WHAT NEEDS TO BE DONE -> Return the entries below precisely, omitting nothing.

[RECORDS FOR THE EXERCISE — start]

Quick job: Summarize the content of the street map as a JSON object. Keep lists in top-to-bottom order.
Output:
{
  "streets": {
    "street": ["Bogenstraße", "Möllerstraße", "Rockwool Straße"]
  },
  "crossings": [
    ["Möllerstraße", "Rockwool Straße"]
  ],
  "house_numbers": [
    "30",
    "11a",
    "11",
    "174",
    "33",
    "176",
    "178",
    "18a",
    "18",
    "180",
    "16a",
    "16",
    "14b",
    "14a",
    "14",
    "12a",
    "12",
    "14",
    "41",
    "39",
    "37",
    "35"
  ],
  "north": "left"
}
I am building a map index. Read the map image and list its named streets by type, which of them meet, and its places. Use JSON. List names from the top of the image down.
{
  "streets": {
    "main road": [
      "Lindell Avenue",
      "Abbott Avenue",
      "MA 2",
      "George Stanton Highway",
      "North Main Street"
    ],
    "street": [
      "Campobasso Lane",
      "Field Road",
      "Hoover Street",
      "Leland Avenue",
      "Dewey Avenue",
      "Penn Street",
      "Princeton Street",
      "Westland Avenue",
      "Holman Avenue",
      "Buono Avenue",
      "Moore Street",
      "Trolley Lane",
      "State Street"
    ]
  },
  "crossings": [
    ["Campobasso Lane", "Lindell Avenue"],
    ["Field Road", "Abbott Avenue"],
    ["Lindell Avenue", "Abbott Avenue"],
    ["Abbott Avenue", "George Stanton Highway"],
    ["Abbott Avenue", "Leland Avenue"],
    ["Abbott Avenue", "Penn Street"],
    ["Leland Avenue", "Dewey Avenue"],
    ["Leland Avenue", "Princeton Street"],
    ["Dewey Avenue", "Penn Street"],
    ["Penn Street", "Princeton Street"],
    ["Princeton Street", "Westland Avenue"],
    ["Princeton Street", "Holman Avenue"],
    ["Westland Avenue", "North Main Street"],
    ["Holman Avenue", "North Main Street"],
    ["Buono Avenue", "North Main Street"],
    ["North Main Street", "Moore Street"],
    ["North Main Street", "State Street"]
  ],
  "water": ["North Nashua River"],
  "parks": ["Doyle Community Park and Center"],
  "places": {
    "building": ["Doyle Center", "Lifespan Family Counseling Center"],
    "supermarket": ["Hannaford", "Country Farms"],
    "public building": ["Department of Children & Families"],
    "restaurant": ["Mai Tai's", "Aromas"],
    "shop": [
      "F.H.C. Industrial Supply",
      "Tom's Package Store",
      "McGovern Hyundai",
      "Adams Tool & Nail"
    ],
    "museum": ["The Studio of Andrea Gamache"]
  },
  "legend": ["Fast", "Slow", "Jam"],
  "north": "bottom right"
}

[RECORDS FOR THE EXERCISE — finish]

TASK RESPONSE ->
Quick job: Summarize the content of the street map as a JSON object. Keep lists in top-to-bottom order.
Output:
{
  "streets": {
    "street": ["Bogenstraße", "Möllerstraße", "Rockwool Straße"]
  },
  "crossings": [
    ["Möllerstraße", "Rockwool Straße"]
  ],
  "house_numbers": [
    "30",
    "11a",
    "11",
    "174",
    "33",
    "176",
    "178",
    "18a",
    "18",
    "180",
    "16a",
    "16",
    "14b",
    "14a",
    "14",
    "12a",
    "12",
    "14",
    "41",
    "39",
    "37",
    "35"
  ],
  "north": "left"
}
I am building a map index. Read the map image and list its named streets by type, which of them meet, and its places. Use JSON. List names from the top of the image down.
{
  "streets": {
    "main road": [
      "Lindell Avenue",
      "Abbott Avenue",
      "MA 2",
      "George Stanton Highway",
      "North Main Street"
    ],
    "street": [
      "Campobasso Lane",
      "Field Road",
      "Hoover Street",
      "Leland Avenue",
      "Dewey Avenue",
      "Penn Street",
      "Princeton Street",
      "Westland Avenue",
      "Holman Avenue",
      "Buono Avenue",
      "Moore Street",
      "Trolley Lane",
      "State Street"
    ]
  },
  "crossings": [
    ["Campobasso Lane", "Lindell Avenue"],
    ["Field Road", "Abbott Avenue"],
    ["Lindell Avenue", "Abbott Avenue"],
    ["Abbott Avenue", "George Stanton Highway"],
    ["Abbott Avenue", "Leland Avenue"],
    ["Abbott Avenue", "Penn Street"],
    ["Leland Avenue", "Dewey Avenue"],
    ["Leland Avenue", "Princeton Street"],
    ["Dewey Avenue", "Penn Street"],
    ["Penn Street", "Princeton Street"],
    ["Princeton Street", "Westland Avenue"],
    ["Princeton Street", "Holman Avenue"],
    ["Westland Avenue", "North Main Street"],
    ["Holman Avenue", "North Main Street"],
    ["Buono Avenue", "North Main Street"],
    ["North Main Street", "Moore Street"],
    ["North Main Street", "State Street"]
  ],
  "water": ["North Nashua River"],
  "parks": ["Doyle Community Park and Center"],
  "places": {
    "building": ["Doyle Center", "Lifespan Family Counseling Center"],
    "supermarket": ["Hannaford", "Country Farms"],
    "public building": ["Department of Children & Families"],
    "restaurant": ["Mai Tai's", "Aromas"],
    "shop": [
      "F.H.C. Industrial Supply",
      "Tom's Package Store",
      "McGovern Hyundai",
      "Adams Tool & Nail"
    ],
    "museum": ["The Studio of Andrea Gamache"]
  },
  "legend": ["Fast", "Slow", "Jam"],
  "north": "bottom right"
}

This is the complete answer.